■ Exercise
All of the data needs to be reproduced with no alterations.

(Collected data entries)

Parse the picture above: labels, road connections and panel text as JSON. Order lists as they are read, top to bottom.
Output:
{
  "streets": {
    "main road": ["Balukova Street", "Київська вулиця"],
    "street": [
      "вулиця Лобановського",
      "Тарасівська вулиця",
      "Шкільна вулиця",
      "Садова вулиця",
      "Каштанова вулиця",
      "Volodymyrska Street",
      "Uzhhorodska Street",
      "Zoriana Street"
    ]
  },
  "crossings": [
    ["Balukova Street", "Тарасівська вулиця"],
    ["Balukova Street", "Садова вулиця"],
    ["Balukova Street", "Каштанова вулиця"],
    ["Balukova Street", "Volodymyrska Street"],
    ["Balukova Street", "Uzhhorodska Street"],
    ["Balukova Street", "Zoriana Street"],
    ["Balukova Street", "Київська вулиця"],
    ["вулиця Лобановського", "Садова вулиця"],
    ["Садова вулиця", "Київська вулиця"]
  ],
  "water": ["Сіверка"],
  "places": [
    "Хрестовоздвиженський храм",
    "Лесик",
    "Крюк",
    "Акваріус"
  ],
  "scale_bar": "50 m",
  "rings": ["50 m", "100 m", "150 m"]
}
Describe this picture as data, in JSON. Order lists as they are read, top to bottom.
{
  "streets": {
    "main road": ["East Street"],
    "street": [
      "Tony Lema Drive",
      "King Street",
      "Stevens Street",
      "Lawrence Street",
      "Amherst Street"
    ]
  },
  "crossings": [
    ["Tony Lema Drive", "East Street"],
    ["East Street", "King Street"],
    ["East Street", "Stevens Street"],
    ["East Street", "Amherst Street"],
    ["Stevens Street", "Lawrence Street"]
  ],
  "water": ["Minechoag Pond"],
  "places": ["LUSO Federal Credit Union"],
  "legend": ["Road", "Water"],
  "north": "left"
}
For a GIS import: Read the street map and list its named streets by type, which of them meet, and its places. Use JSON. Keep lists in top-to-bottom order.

■ Solution to the problem
Parse the picture above: labels, road connections and panel text as JSON. Order lists as they are read, top to bottom.
Output:
{
  "streets": {
    "main road": ["Balukova Street", "Київська вулиця"],
    "street": [
      "вулиця Лобановського",
      "Тарасівська вулиця",
      "Шкільна вулиця",
      "Садова вулиця",
      "Каштанова вулиця",
      "Volodymyrska Street",
      "Uzhhorodska Street",
      "Zoriana Street"
    ]
  },
  "crossings": [
    ["Balukova Street", "Тарасівська вулиця"],
    ["Balukova Street", "Садова вулиця"],
    ["Balukova Street", "Каштанова вулиця"],
    ["Balukova Street", "Volodymyrska Street"],
    ["Balukova Street", "Uzhhorodska Street"],
    ["Balukova Street", "Zoriana Street"],
    ["Balukova Street", "Київська вулиця"],
    ["вулиця Лобановського", "Садова вулиця"],
    ["Садова вулиця", "Київська вулиця"]
  ],
  "water": ["Сіверка"],
  "places": [
    "Хрестовоздвиженський храм",
    "Лесик",
    "Крюк",
    "Акваріус"
  ],
  "scale_bar": "50 m",
  "rings": ["50 m", "100 m", "150 m"]
}
Describe this picture as data, in JSON. Order lists as they are read, top to bottom.
{
  "streets": {
    "main road": ["East Street"],
    "street": [
      "Tony Lema Drive",
      "King Street",
      "Stevens Street",
      "Lawrence Street",
      "Amherst Street"
    ]
  },
  "crossings": [
    ["Tony Lema Drive", "East Street"],
    ["East Street", "King Street"],
    ["East Street", "Stevens Street"],
    ["East Street", "Amherst Street"],
    ["Stevens Street", "Lawrence Street"]
  ],
  "water": ["Minechoag Pond"],
  "places": ["LUSO Federal Credit Union"],
  "legend": ["Road", "Water"],
  "north": "left"
}
For a GIS import: Read the street map and list its named streets by type, which of them meet, and its places. Use JSON. Keep lists in top-to-bottom order.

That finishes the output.